• [Problem]:
The response should be the records below, repeated exactly, with each picture left out.

• [Information given]:
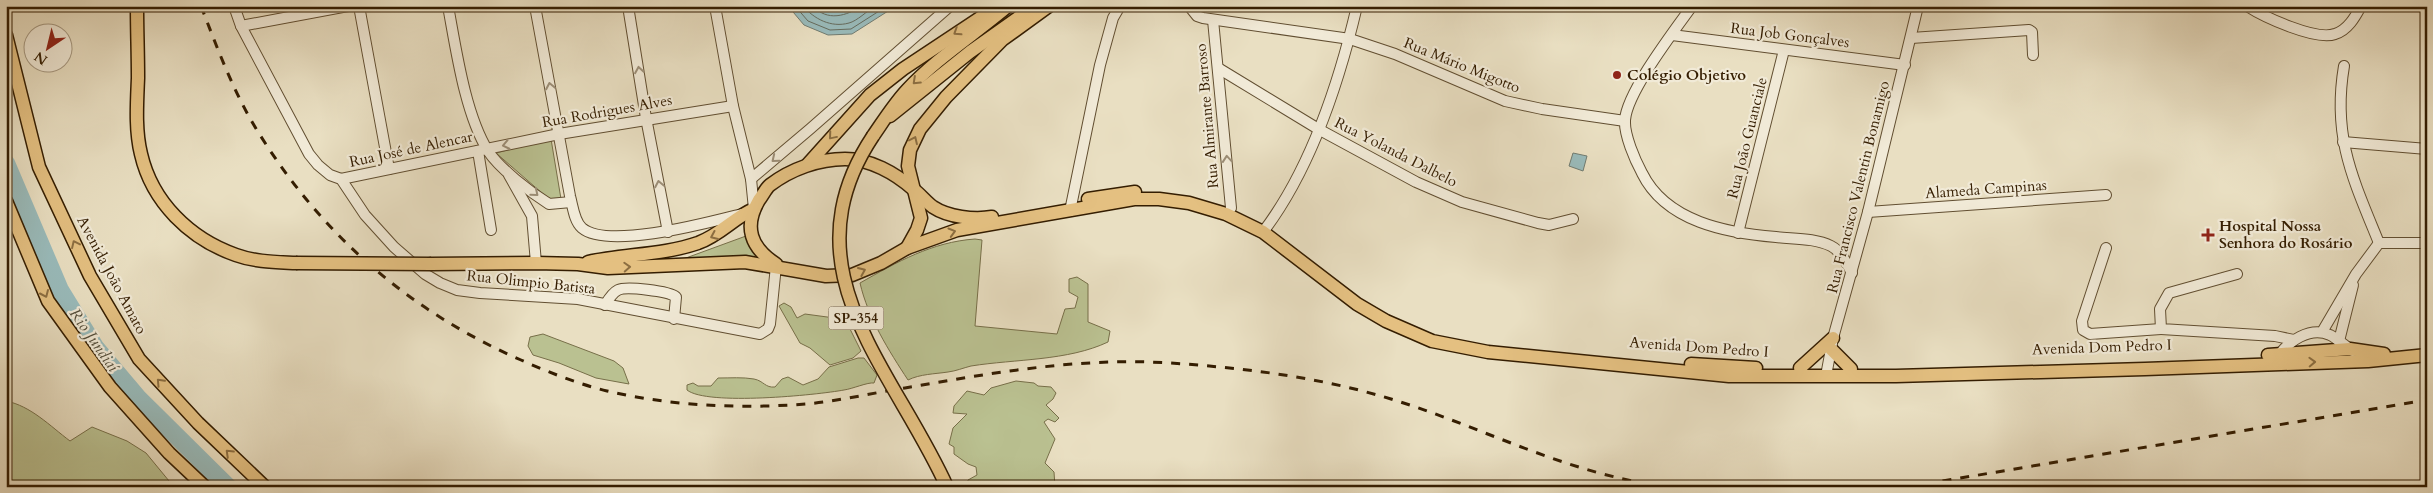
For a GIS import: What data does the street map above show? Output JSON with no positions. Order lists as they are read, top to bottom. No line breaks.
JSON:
{"streets":{"main road":["Avenida João Amato","SP-354","Avenida Dom Pedro I"],"street":["Rua Job Gonçalves","Rua Mário Migotto","Rua Rodrigues Alves","Rua Almirante Barroso","Rua João Guanciale","Rua José de Alencar","Rua Yolanda Dalbelo","Rua Francisco Valentin Bonamigo","Alameda Campinas","Rua Olimpio Batista"]},"crossings":[["Rua Job Gonçalves","Rua João Guanciale"],["Rua Job Gonçalves","Rua Francisco Valentin Bonamigo"],["Rua Mário Migotto","Rua Almirante Barroso"],["Rua Rodrigues Alves","Rua José de Alencar"],["Rua Almirante Barroso","Rua Yolanda Dalbelo"],["Rua Almirante Barroso","Avenida Dom Pedro I"],["Rua José de Alencar","Rua Olimpio Batista"],["Rua Francisco Valentin Bonamigo","Alameda Campinas"],["Rua Francisco Valentin Bonamigo","Avenida Dom Pedro I"]],"one_way":["Rua Almirante Barroso"],"water":["Rio Jundiaí"],"places":{"other":["Colégio Objetivo"],"health":["Hospital Nossa Senhora do Rosário"]},"north":"bottom left"}
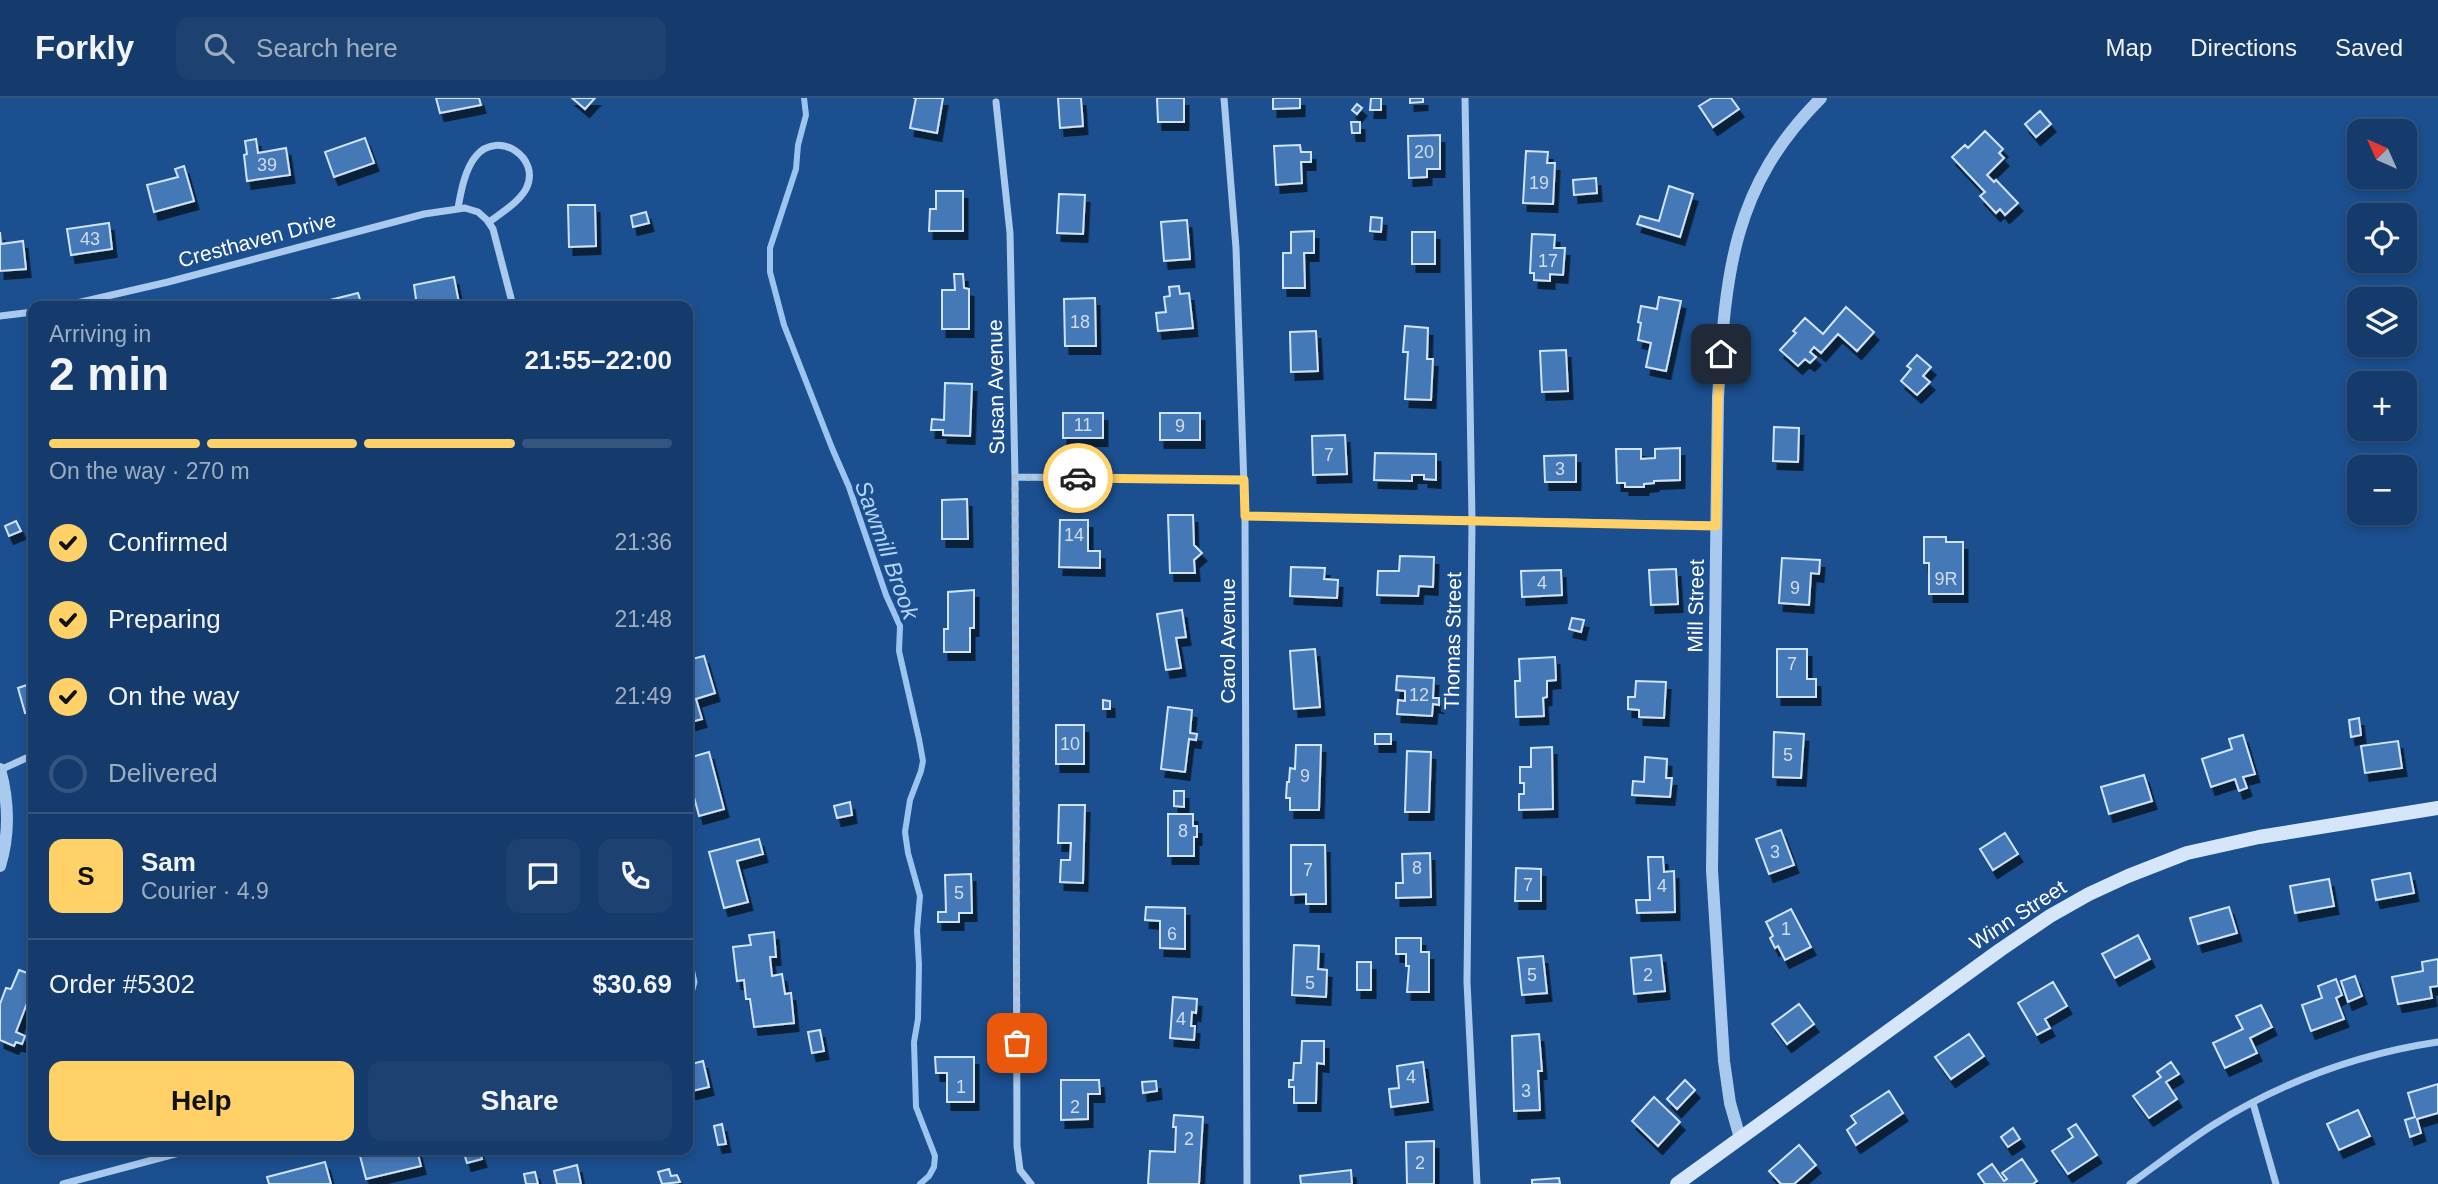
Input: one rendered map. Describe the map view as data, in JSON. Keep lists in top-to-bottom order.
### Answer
{
  "streets": {
    "main road": ["Winn Street"],
    "street": [
      "Cresthaven Drive",
      "Susan Avenue",
      "Mill Street",
      "Carol Avenue",
      "Thomas Street"
    ]
  },
  "crossings": [
    ["Mill Street", "Winn Street"]
  ],
  "water": ["Sawmill Brook"],
  "house_numbers": [
    "20",
    "39",
    "19",
    "43",
    "17",
    "18",
    "11",
    "9",
    "7",
    "3",
    "14",
    "9R",
    "4",
    "9",
    "7",
    "12",
    "10",
    "5",
    "9",
    "8",
    "3",
    "8",
    "7",
    "7",
    "4",
    "5",
    "1",
    "6",
    "5",
    "2",
    "5",
    "4",
    "4",
    "1",
    "3",
    "2",
    "2",
    "2"
  ],
  "north": "top left",
  "page": {
    "header": "Forkly",
    "search": "Search here",
    "nav": ["Map", "Directions", "Saved"],
    "map_buttons": ["+", "−"],
    "heading": ["2 min", "Arriving in", "21:55–22:00"],
    "panel": [
      "Sam",
      "Courier · 4.9",
      "Order #5302",
      "$30.69"
    ],
    "bar": "On the way · 270 m",
    "list": [
      ["Confirmed", "21:36"],
      ["Preparing", "21:48"],
      ["On the way", "21:49"],
      "Delivered"
    ],
    "round": "S",
    "buttons": ["Help", "Share"]
  }
}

• [Answer to the exercise]:
For a GIS import: What data does the street map above show? Output JSON with no positions. Order lists as they are read, top to bottom. No line breaks.
JSON:
{"streets":{"main road":["Avenida João Amato","SP-354","Avenida Dom Pedro I"],"street":["Rua Job Gonçalves","Rua Mário Migotto","Rua Rodrigues Alves","Rua Almirante Barroso","Rua João Guanciale","Rua José de Alencar","Rua Yolanda Dalbelo","Rua Francisco Valentin Bonamigo","Alameda Campinas","Rua Olimpio Batista"]},"crossings":[["Rua Job Gonçalves","Rua João Guanciale"],["Rua Job Gonçalves","Rua Francisco Valentin Bonamigo"],["Rua Mário Migotto","Rua Almirante Barroso"],["Rua Rodrigues Alves","Rua José de Alencar"],["Rua Almirante Barroso","Rua Yolanda Dalbelo"],["Rua Almirante Barroso","Avenida Dom Pedro I"],["Rua José de Alencar","Rua Olimpio Batista"],["Rua Francisco Valentin Bonamigo","Alameda Campinas"],["Rua Francisco Valentin Bonamigo","Avenida Dom Pedro I"]],"one_way":["Rua Almirante Barroso"],"water":["Rio Jundiaí"],"places":{"other":["Colégio Objetivo"],"health":["Hospital Nossa Senhora do Rosário"]},"north":"bottom left"}
Input: one rendered map. Describe the map view as data, in JSON. Keep lists in top-to-bottom order.
### Answer
{
  "streets": {
    "main road": ["Winn Street"],
    "street": [
      "Cresthaven Drive",
      "Susan Avenue",
      "Mill Street",
      "Carol Avenue",
      "Thomas Street"
    ]
  },
  "crossings": [
    ["Mill Street", "Winn Street"]
  ],
  "water": ["Sawmill Brook"],
  "house_numbers": [
    "20",
    "39",
    "19",
    "43",
    "17",
    "18",
    "11",
    "9",
    "7",
    "3",
    "14",
    "9R",
    "4",
    "9",
    "7",
    "12",
    "10",
    "5",
    "9",
    "8",
    "3",
    "8",
    "7",
    "7",
    "4",
    "5",
    "1",
    "6",
    "5",
    "2",
    "5",
    "4",
    "4",
    "1",
    "3",
    "2",
    "2",
    "2"
  ],
  "north": "top left",
  "page": {
    "header": "Forkly",
    "search": "Search here",
    "nav": ["Map", "Directions", "Saved"],
    "map_buttons": ["+", "−"],
    "heading": ["2 min", "Arriving in", "21:55–22:00"],
    "panel": [
      "Sam",
      "Courier · 4.9",
      "Order #5302",
      "$30.69"
    ],
    "bar": "On the way · 270 m",
    "list": [
      ["Confirmed", "21:36"],
      ["Preparing", "21:48"],
      ["On the way", "21:49"],
      "Delivered"
    ],
    "round": "S",
    "buttons": ["Help", "Share"]
  }
}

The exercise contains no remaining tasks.